__EXERCISE INSTRUCTIONS__. Only the number is needed: how many lines of the records include "turn"?

[Extracted data entries]
====================

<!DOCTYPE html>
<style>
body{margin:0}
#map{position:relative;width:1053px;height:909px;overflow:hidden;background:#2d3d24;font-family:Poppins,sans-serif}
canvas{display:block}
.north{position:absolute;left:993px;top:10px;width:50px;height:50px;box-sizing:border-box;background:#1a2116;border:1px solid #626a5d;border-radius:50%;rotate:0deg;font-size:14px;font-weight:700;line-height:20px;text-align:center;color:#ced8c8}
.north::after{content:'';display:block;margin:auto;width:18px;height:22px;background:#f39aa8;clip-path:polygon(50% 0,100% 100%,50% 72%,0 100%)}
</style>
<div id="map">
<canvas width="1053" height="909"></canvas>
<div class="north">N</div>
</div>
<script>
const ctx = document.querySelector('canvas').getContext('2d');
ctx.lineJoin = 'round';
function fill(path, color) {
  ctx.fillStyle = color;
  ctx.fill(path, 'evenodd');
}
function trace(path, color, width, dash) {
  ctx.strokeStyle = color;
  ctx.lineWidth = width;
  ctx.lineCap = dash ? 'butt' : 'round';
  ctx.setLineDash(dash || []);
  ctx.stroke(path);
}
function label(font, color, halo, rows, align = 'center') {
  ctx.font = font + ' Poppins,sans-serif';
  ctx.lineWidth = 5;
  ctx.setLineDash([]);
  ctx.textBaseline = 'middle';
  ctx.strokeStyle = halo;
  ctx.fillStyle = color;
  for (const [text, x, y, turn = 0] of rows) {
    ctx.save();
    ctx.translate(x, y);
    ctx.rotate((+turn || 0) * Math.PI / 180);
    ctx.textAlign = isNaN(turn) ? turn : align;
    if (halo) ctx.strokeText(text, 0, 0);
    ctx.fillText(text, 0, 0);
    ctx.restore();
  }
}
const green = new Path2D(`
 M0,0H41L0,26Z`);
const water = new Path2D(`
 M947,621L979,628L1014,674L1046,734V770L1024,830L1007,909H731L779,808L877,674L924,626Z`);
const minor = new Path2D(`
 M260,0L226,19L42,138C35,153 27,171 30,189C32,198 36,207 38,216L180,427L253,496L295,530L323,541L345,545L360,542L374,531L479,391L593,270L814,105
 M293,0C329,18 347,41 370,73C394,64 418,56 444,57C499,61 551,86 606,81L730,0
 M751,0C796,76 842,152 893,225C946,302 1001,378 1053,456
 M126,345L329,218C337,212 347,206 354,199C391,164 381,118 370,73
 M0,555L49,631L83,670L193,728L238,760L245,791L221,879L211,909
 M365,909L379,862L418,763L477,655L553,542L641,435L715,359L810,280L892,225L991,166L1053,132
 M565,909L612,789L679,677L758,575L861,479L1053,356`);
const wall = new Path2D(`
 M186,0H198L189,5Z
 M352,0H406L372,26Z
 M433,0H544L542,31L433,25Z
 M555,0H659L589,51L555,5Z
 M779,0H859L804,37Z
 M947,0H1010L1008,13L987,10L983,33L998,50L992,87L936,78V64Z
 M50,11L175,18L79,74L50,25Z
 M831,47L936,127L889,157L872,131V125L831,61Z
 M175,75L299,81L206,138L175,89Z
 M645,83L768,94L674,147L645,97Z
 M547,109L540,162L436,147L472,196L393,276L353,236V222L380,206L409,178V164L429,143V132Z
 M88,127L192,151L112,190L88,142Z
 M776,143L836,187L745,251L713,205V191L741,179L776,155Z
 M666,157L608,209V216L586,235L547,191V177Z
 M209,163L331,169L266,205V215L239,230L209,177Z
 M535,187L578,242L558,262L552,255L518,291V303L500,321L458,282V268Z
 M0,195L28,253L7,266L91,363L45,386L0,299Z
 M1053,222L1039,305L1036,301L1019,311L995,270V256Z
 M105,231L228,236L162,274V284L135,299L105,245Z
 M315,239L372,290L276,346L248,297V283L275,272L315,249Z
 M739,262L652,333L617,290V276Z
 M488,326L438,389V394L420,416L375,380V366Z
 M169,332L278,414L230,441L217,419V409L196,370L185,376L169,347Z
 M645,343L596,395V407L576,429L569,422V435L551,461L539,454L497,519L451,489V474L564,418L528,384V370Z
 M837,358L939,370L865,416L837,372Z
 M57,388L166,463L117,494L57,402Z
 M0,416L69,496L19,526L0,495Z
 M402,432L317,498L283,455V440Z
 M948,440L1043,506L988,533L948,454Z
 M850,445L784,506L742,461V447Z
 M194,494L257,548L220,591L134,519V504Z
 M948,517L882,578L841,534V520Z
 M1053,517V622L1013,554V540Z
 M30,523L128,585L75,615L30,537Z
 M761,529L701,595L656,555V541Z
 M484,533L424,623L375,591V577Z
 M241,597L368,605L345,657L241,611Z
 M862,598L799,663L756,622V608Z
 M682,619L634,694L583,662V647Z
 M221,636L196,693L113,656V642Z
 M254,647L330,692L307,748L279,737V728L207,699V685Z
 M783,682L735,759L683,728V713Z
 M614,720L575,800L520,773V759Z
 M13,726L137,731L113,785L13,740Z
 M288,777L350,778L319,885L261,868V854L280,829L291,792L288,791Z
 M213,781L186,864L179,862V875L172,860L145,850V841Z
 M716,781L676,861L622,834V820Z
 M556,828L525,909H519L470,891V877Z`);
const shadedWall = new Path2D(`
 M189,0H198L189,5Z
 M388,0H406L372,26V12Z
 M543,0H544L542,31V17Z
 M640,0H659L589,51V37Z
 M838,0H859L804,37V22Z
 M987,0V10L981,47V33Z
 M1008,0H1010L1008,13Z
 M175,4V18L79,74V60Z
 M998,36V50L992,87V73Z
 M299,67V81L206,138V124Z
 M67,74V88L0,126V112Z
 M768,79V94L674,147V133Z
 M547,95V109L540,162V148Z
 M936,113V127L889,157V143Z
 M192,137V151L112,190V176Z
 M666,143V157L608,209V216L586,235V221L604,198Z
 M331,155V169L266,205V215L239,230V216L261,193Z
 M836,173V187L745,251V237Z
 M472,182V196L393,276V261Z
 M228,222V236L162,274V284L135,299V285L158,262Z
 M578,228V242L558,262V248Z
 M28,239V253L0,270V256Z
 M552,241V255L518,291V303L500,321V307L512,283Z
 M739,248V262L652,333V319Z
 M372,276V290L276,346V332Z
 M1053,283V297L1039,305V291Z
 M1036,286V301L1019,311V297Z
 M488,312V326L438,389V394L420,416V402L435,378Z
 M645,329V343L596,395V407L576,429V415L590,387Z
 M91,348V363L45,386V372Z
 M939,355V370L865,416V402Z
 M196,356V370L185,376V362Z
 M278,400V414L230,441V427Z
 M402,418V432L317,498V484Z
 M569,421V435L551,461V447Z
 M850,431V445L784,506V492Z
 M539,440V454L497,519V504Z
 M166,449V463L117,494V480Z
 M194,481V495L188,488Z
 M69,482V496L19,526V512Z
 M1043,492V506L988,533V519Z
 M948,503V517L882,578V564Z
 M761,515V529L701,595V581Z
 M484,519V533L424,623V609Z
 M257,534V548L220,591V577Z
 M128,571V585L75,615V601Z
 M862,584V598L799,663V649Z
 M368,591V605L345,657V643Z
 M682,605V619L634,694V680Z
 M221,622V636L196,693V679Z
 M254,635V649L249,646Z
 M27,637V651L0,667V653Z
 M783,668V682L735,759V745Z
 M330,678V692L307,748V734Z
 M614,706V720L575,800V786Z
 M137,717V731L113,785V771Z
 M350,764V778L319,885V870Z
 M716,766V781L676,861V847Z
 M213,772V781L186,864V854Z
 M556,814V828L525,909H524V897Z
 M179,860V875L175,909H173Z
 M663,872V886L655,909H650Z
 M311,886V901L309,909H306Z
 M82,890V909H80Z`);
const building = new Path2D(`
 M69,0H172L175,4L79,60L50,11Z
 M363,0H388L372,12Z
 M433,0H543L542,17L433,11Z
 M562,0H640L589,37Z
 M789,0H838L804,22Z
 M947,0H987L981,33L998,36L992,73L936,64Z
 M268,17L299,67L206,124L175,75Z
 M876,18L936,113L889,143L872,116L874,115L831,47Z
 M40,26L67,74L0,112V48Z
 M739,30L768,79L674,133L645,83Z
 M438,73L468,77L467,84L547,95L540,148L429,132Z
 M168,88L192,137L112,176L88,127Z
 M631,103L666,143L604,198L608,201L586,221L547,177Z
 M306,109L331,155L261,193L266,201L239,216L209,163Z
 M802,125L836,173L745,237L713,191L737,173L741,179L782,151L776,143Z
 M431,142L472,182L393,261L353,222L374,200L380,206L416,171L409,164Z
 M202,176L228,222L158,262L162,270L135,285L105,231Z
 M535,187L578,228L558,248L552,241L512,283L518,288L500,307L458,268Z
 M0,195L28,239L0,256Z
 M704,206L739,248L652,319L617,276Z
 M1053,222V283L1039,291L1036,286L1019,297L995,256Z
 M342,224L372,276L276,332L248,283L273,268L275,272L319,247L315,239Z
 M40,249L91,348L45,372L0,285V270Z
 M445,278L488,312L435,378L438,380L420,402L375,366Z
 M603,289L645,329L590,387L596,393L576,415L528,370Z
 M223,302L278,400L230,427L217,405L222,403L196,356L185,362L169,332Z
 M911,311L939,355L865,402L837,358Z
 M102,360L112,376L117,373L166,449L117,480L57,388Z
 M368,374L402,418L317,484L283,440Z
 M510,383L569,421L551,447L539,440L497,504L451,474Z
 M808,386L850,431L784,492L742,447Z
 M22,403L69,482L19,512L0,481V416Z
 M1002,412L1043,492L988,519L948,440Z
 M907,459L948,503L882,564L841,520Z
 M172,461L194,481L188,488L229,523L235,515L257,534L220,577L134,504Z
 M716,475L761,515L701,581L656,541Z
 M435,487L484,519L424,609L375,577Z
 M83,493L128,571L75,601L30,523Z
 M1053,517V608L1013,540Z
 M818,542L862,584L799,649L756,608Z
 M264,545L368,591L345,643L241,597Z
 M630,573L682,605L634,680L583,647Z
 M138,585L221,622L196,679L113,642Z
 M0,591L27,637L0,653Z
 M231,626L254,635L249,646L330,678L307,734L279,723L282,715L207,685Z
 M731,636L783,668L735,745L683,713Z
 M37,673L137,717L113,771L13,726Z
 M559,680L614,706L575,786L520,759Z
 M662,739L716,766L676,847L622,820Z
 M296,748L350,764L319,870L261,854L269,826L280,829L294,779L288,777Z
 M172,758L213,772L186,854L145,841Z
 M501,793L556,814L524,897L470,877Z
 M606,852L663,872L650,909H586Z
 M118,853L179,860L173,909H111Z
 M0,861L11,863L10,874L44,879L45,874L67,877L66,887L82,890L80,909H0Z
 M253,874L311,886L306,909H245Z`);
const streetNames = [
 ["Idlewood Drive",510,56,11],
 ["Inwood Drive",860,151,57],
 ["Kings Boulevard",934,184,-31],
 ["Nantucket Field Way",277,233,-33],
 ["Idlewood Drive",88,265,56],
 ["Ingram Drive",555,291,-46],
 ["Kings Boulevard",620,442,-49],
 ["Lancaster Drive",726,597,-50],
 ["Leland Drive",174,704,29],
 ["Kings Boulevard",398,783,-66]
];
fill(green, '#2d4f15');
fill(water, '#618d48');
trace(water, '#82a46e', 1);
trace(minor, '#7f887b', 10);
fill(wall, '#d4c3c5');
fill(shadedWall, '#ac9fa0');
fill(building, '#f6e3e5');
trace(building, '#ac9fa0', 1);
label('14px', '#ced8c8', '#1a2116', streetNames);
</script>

====================

__WRITTEN SOLUTION__. 3